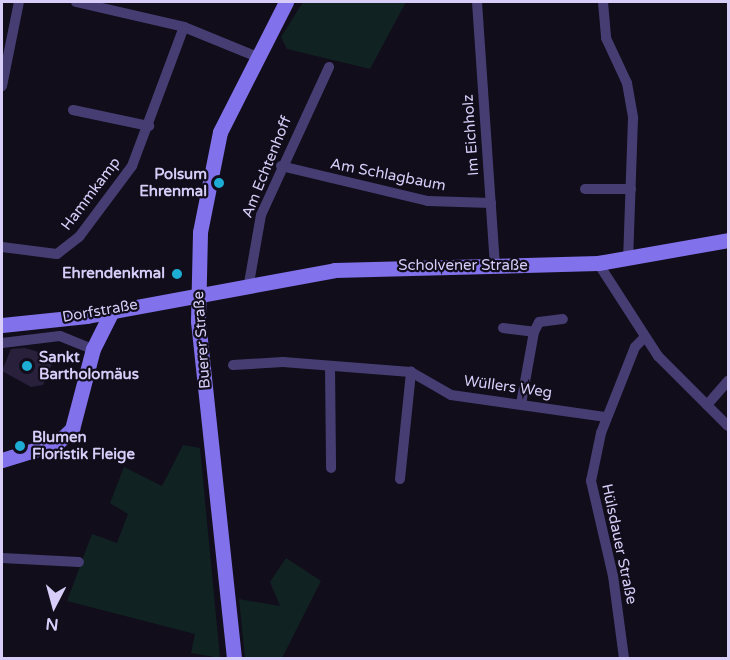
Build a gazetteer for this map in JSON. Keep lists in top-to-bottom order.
{
  "streets": {
    "main road": ["Scholvener Straße", "Dorfstraße", "Buerer Straße"],
    "street": [
      "Im Eichholz",
      "Am Echtenhoff",
      "Am Schlagbaum",
      "Hammkamp",
      "Wüllers Weg",
      "Hülsdauer Straße"
    ]
  },
  "crossings": [
    ["Im Eichholz", "Am Schlagbaum"],
    ["Im Eichholz", "Scholvener Straße"],
    ["Am Echtenhoff", "Am Schlagbaum"],
    ["Am Echtenhoff", "Scholvener Straße"],
    ["Scholvener Straße", "Dorfstraße"],
    ["Scholvener Straße", "Buerer Straße"],
    ["Dorfstraße", "Buerer Straße"],
    ["Wüllers Weg", "Hülsdauer Straße"]
  ],
  "places": [
    "Polsum Ehrenmal",
    "Ehrendenkmal",
    "Sankt Bartholomäus",
    "Blumen Floristik Fleige"
  ],
  "north": "bottom"
}
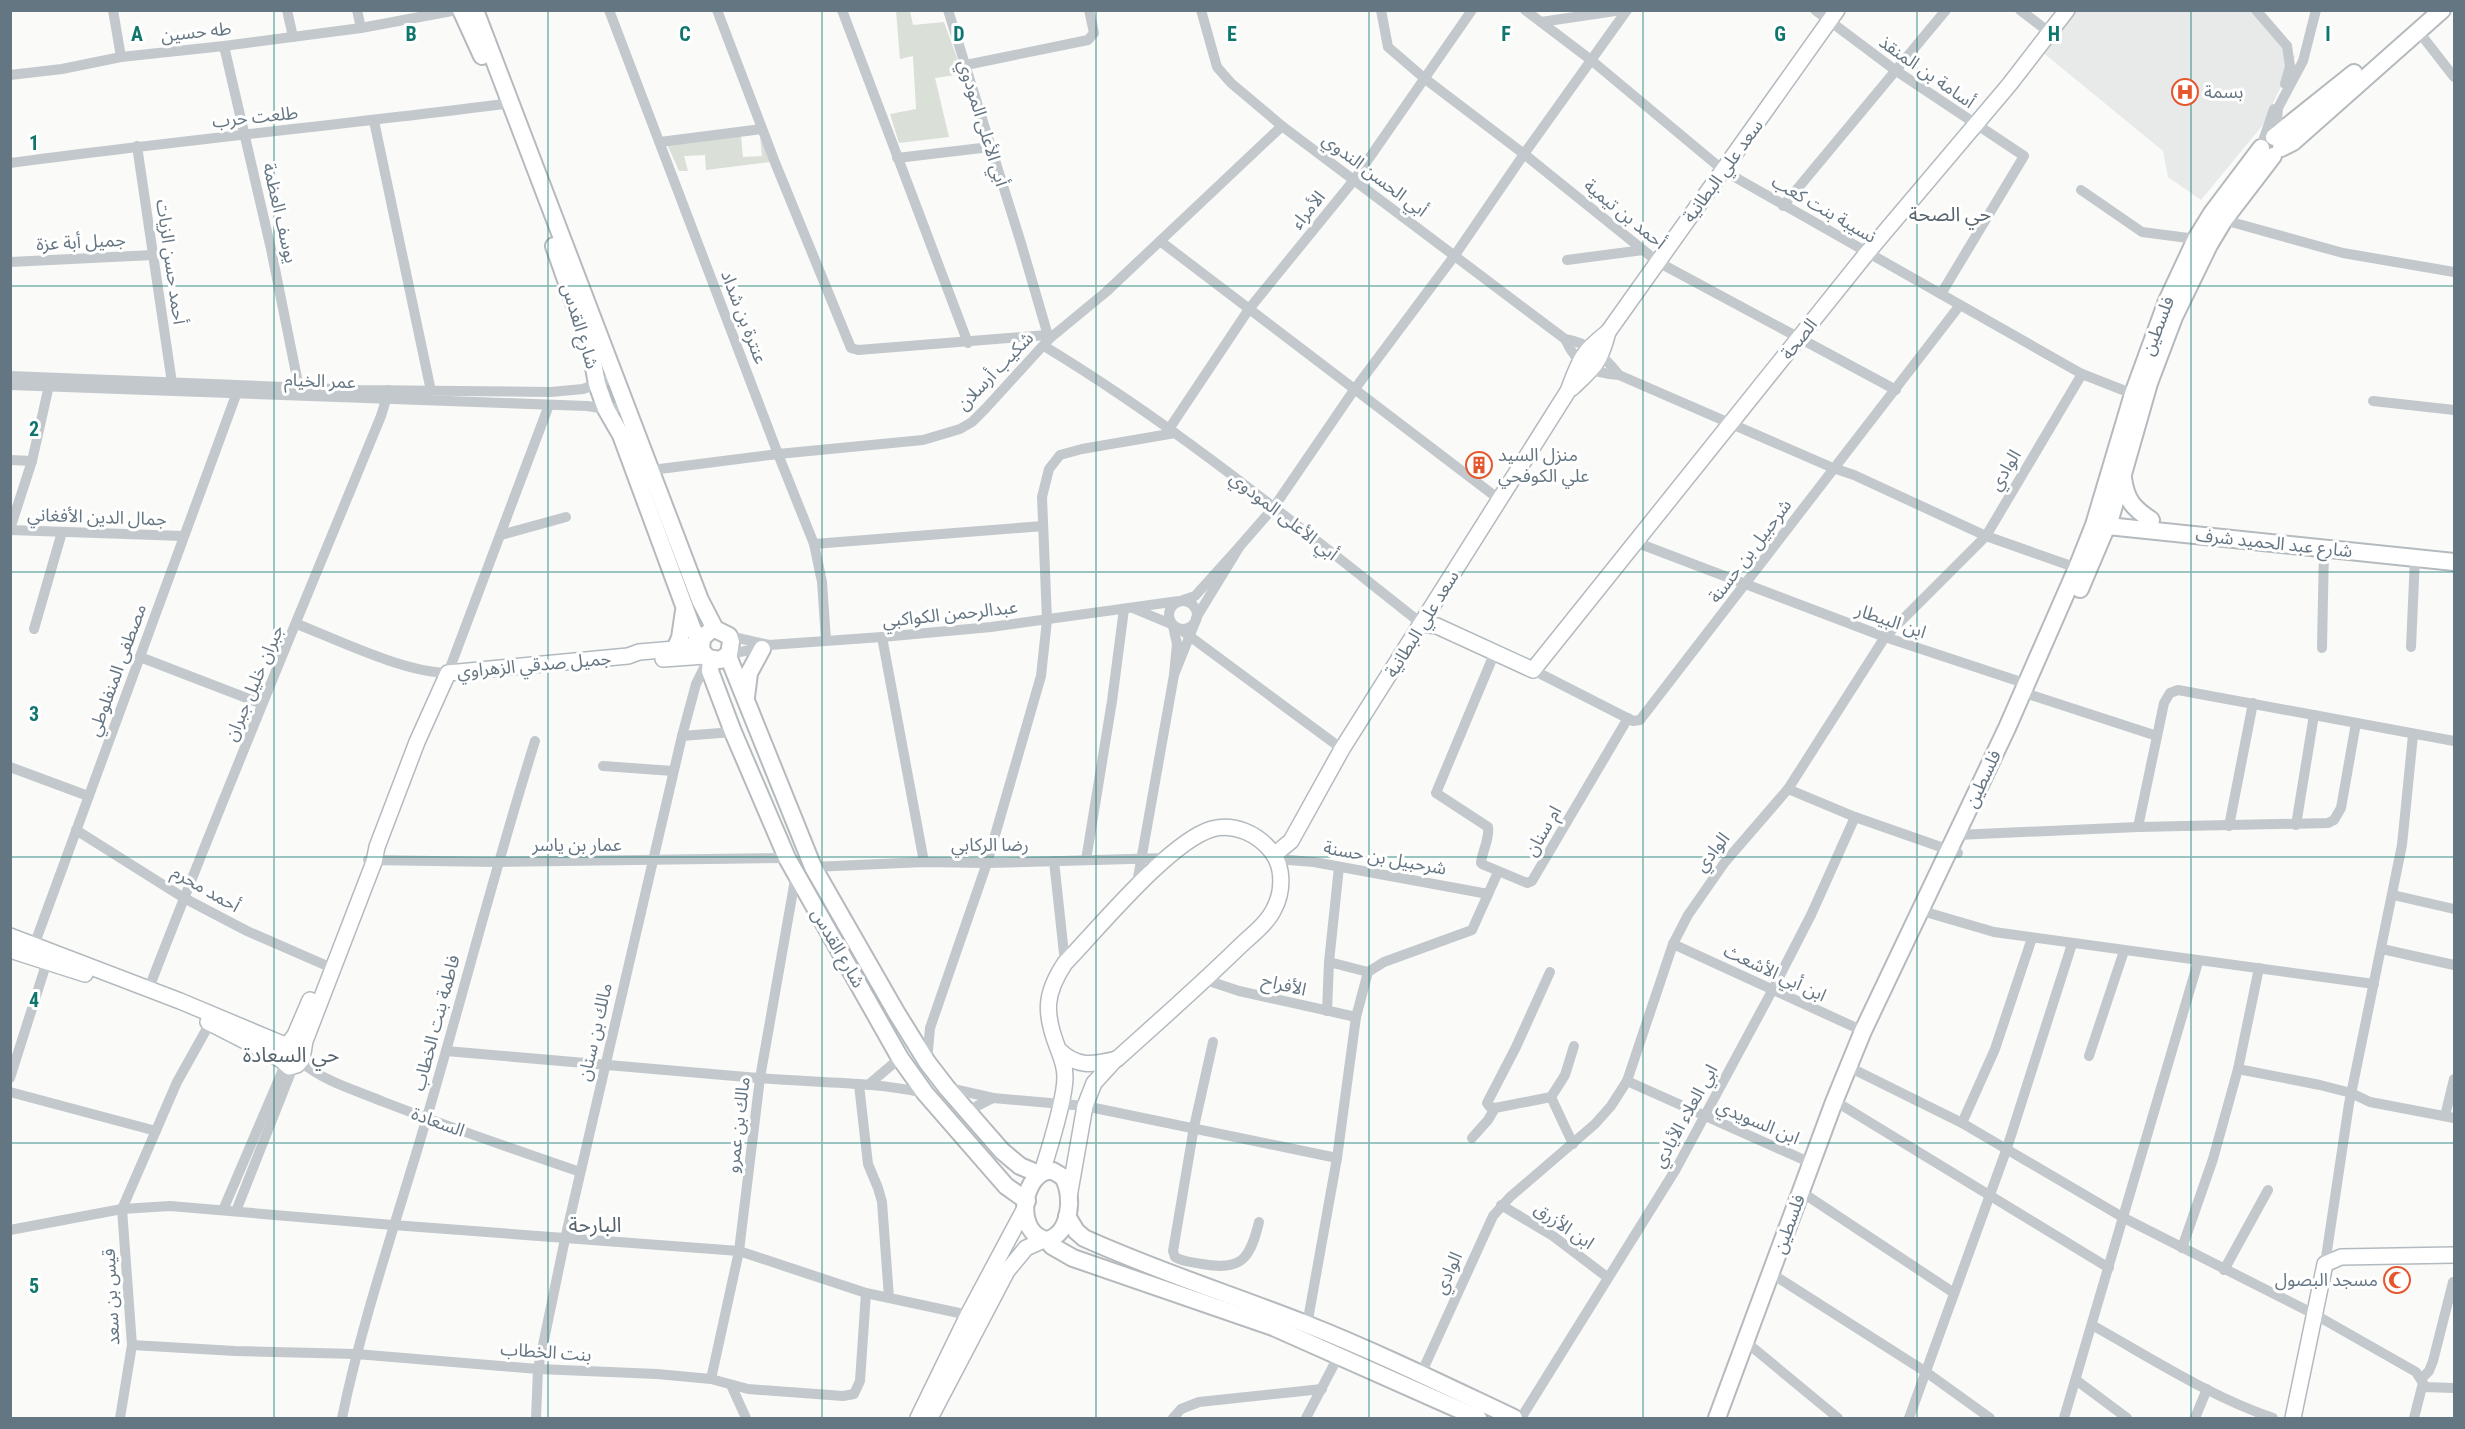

▶ **EXERCISE REQUIREMENTS**:
Return, from the material above, every line with the word "bottom".

▶ **PROBLEM SOLUTION**:
Build a gazetteer for this map in JSON. Keep lists in top-to-bottom order.
  "north": "bottom"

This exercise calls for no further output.